Die Polizeipräsidentin beschrieb den 23-Jährigen als „sehr geschätzten, liebenswerten jungen Mann“, der aus einer Polizistenfamilie stamme: Sein Vater arbeitet im Bonner Präsidium, seine Schwester ist als angehende Polizistin im Einsatz. „Er wollte nichts sein als Polizist und sich in den Dienst der Allgemeinheit stellen.“ Die Stimmung sei schon seit dem Tattag „extrem bedrückt“, beschrieb ein Beamter. Nun aber herrsche noch größere Betroffenheit. Die Trauer sei fast greifbar und ziehe sich durch alle Dienststellen. „Ein junger Mensch ist aus dem Leben gerissen worden.“ Außerdem wüssten alle, wie sehr die Familie leide. „Man hat das Geschehen ständig im Kopf. Das lähmt die Abläufe.“

In der Hundertschaft stehe derzeit die Betreuung der Kollegen im Mittelpunkt, und zwar psychosozial und seelsorgerisch, erklärte deren Leiter Stefan Heinz. Dort arbeiteten „vorzugsweise junge Leute, die über die Ausbildung eng miteinander verbunden sind“. Entsprechend groß sei die Bestürzung. Mit Unterstützung anderer Abteilungen wie der Bereitschaftspolizei sei es aber möglich, „betroffene Kollegen noch aus dem Dienst herauszuhalten“. Udo Schott, Vorsitzender der Bonner Gewerkschaft der Polizei (GdP) wollte sich nicht äußern: „Es ist nicht der richtige Zeitpunkt.“

Ein Polizeianwärter trainiert auf einem Schießstand der Landespolizei. (Archiv)

Ein Polizeianwärter trainiert auf einem Schießstand der Landespolizei. (Archiv)

Foto: dpa/Rainer Jensen

Das Opfer und der Schütze waren mit zwei weiteren Kollegen am 26. November im Rahmen einer Amok-Einsatzübung auf dem Weg vom Umkleideraum zum Schießstand und hatten Polizeiangaben zufolge sowohl ihre Dienstwaffen als auch baugleiche Attrappen dabei, als der Schuss fiel. Die genauen Umstände sind nach wie vor ungeklärt, obwohl auch die beiden Kollegen inzwischen als Zeugen vernommen worden sind. Der Schütze selbst schweigt. Er hat einen Anwalt eingeschaltet und macht von seinem Aussageverweigerungsrecht Gebrauch.

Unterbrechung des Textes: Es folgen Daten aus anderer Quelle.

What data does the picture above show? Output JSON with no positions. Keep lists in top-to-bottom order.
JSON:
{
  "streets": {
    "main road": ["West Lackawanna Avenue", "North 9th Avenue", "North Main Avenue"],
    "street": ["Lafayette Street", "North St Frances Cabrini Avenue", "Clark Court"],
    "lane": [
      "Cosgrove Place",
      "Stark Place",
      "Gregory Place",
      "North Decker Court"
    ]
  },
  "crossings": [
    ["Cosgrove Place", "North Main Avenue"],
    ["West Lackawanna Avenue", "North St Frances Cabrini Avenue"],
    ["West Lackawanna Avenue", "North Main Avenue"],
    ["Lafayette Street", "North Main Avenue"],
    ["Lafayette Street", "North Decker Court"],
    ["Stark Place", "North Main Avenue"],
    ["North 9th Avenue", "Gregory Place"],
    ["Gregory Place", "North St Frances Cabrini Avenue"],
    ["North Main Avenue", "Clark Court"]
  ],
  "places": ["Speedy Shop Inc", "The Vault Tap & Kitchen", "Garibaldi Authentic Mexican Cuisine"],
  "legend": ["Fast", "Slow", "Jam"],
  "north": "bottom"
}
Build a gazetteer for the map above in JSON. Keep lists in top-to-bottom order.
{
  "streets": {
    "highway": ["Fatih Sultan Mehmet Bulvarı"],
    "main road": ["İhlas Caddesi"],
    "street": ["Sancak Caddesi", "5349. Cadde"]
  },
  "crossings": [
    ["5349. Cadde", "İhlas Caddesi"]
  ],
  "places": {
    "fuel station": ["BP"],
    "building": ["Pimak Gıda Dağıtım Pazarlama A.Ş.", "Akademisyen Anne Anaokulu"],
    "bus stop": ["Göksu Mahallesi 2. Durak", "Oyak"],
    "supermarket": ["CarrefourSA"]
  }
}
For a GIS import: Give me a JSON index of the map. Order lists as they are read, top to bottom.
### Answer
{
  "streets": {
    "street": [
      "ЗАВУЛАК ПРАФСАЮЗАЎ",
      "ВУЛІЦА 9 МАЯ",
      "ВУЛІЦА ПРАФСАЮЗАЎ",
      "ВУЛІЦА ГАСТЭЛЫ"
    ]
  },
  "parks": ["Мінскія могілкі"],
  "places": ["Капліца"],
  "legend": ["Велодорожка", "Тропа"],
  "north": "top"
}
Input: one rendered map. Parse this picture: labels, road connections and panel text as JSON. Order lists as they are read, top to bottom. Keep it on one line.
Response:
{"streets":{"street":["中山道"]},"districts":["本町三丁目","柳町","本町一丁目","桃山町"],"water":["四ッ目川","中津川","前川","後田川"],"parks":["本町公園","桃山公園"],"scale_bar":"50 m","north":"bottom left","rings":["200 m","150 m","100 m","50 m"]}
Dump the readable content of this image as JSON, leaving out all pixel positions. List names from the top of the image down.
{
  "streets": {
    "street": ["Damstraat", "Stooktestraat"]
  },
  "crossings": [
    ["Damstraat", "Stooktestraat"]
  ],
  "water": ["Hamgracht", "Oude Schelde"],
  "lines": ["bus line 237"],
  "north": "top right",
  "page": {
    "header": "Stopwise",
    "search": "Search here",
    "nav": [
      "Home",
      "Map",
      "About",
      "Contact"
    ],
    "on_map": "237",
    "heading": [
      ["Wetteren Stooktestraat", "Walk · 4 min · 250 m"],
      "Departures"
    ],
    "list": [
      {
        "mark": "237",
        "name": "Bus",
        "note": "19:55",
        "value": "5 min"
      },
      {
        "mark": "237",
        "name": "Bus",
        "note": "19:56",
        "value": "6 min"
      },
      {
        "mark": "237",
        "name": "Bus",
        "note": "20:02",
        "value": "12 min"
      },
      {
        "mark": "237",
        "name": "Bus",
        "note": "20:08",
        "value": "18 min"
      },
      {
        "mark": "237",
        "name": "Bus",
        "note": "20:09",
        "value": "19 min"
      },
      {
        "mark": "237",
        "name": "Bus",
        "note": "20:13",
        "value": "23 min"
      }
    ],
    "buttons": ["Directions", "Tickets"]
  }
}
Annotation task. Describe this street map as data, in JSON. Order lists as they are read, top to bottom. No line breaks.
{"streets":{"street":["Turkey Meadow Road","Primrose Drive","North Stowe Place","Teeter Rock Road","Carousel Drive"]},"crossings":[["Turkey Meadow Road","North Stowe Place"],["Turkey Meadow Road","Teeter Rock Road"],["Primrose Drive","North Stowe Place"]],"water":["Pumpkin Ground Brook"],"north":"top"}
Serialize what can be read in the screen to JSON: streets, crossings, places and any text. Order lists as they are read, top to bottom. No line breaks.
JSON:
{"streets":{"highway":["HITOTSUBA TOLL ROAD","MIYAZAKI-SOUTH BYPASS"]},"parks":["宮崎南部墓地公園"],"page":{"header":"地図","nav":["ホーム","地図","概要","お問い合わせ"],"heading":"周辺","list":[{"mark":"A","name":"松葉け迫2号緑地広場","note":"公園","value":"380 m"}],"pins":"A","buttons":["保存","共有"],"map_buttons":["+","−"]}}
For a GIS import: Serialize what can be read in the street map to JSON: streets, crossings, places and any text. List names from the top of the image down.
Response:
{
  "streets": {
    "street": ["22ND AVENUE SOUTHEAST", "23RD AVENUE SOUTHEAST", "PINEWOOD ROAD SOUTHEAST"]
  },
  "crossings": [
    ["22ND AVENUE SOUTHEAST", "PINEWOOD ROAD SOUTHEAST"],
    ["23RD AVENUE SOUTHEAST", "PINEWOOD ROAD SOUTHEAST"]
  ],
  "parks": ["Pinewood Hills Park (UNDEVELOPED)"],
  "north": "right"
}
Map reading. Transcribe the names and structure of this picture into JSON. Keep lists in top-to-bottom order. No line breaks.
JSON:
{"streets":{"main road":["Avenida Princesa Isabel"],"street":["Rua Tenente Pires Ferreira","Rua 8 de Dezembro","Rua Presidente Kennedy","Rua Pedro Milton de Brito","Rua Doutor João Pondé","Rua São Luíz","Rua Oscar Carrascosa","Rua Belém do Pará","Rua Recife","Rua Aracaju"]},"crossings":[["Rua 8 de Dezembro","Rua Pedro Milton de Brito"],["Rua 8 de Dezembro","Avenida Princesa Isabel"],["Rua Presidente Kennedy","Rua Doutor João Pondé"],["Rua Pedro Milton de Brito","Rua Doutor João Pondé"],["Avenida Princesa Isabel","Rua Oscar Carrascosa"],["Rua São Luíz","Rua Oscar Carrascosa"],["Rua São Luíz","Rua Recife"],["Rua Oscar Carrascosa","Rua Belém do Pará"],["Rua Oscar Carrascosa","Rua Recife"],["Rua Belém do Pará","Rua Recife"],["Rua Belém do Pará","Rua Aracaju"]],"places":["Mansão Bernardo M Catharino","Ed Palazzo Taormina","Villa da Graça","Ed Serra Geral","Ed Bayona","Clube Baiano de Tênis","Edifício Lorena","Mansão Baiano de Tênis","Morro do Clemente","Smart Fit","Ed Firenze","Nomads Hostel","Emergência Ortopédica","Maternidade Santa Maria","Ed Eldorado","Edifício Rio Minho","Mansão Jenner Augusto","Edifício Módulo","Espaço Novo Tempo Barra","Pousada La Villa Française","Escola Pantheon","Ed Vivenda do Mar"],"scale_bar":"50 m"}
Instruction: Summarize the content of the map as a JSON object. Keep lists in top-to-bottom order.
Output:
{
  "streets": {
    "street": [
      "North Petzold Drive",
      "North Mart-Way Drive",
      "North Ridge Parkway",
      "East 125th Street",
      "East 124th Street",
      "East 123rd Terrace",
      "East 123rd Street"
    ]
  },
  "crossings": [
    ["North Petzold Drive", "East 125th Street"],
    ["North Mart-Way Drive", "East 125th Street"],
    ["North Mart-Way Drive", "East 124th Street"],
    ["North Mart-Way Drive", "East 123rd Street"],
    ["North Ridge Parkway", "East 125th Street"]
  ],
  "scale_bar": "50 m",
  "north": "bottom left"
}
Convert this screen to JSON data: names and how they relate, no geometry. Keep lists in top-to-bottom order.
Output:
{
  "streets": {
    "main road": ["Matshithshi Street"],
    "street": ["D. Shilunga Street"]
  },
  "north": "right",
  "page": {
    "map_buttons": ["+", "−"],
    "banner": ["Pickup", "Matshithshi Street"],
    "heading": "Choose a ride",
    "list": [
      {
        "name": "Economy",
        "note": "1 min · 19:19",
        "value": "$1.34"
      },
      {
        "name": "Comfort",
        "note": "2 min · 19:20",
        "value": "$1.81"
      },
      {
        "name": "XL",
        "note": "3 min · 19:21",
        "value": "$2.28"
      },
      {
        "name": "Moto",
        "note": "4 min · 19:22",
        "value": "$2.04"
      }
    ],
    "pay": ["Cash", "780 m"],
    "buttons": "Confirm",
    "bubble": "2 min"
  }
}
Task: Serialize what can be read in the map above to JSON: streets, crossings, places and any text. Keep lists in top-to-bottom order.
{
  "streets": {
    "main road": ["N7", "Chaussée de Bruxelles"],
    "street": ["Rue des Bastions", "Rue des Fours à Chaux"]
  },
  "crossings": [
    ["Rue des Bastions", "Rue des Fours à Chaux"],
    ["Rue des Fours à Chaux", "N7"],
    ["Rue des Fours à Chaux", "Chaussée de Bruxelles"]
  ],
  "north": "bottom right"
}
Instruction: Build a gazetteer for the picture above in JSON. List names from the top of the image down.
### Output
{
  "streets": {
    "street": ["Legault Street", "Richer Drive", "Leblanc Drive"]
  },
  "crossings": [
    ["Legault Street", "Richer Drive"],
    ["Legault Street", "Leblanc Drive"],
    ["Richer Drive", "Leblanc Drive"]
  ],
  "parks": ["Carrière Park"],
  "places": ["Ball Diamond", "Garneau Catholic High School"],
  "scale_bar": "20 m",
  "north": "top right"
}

Nach Aussage eines Polizeisprechers ist der 22-Jährige nach wie vor krankgeschrieben. Mit welchen disziplinarrechtlichen Folgen er rechnen muss, sei offen: „Dafür muss das Verfahren abgewartet werden.“ Im Polizeipräsidium ist ein Trauerraum eingerichtet, in der Wache Ramersdorf liegt ein Kondolenzbuch aus. Die Einsatzwagen sind mit Trauerflor unterwegs.